_WHAT THE TASK REQUIRES_: Pull every line containing the word "Output" out of the material below.

_EXERCISE DATA_:

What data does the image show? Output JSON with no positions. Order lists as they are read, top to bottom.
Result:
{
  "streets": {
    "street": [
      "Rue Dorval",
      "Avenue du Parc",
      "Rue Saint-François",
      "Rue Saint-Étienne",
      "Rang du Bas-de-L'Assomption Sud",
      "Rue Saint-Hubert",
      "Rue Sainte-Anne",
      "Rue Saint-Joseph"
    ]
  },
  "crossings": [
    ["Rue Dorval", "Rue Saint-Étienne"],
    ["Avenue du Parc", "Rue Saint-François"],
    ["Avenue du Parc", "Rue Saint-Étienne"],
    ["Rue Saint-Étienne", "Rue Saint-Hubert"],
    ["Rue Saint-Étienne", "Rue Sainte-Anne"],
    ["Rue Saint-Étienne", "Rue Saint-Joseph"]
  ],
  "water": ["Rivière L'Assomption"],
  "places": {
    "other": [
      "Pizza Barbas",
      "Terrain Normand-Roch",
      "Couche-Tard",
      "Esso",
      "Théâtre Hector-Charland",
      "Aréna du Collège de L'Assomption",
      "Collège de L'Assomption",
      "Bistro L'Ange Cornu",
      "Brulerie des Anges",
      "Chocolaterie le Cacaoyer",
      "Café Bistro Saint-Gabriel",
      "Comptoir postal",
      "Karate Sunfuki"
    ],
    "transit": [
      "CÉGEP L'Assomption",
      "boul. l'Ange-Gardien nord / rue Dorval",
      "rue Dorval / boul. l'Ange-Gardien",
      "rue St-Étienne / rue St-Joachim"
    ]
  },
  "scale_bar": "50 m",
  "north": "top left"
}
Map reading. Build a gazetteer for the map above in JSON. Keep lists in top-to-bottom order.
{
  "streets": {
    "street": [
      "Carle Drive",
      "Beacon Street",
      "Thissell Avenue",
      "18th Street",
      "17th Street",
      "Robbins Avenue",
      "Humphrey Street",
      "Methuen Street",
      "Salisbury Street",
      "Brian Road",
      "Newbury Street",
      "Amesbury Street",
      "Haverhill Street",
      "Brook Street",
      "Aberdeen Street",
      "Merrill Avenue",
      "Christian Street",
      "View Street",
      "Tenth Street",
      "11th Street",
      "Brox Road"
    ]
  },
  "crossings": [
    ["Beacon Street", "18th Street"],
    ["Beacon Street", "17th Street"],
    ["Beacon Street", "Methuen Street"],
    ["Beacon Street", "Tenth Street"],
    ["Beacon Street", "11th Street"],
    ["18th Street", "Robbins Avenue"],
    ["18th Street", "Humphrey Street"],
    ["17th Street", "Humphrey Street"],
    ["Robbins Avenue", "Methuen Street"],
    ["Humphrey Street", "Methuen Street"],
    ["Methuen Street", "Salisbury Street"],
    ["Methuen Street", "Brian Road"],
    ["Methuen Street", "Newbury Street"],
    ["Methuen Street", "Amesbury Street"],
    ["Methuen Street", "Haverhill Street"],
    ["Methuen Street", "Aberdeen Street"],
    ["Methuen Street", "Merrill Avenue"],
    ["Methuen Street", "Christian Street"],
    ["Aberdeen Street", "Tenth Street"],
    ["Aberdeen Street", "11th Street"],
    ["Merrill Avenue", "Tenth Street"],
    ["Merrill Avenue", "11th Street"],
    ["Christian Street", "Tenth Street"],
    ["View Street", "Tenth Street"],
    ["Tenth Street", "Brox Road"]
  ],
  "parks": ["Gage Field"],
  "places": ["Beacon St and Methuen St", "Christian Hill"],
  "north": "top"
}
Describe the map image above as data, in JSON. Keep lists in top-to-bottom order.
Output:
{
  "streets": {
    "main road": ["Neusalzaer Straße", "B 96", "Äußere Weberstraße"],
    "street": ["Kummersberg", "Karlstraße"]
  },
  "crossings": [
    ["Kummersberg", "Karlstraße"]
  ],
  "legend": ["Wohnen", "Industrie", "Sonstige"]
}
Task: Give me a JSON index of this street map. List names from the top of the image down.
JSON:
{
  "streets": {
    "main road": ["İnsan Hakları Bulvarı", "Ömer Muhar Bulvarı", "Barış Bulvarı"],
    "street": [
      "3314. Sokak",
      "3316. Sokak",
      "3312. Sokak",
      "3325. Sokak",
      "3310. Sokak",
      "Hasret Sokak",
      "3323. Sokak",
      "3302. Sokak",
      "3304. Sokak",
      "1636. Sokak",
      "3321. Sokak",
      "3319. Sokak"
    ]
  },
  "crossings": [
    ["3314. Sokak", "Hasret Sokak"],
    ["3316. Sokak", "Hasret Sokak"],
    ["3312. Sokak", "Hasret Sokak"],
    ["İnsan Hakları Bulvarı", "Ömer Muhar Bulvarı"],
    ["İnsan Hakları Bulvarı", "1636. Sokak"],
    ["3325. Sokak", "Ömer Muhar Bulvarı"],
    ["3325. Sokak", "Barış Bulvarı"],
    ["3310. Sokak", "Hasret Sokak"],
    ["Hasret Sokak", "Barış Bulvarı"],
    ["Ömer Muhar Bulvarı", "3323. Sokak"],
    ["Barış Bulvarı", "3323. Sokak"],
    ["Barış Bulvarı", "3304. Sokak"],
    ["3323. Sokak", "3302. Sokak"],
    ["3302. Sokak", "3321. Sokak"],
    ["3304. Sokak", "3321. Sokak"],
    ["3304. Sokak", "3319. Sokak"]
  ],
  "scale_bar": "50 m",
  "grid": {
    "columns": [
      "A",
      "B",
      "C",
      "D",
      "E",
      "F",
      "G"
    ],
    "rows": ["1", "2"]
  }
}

_YOUR SOLUTION_:
What data does the image show? Output JSON with no positions. Order lists as they are read, top to bottom.
Output:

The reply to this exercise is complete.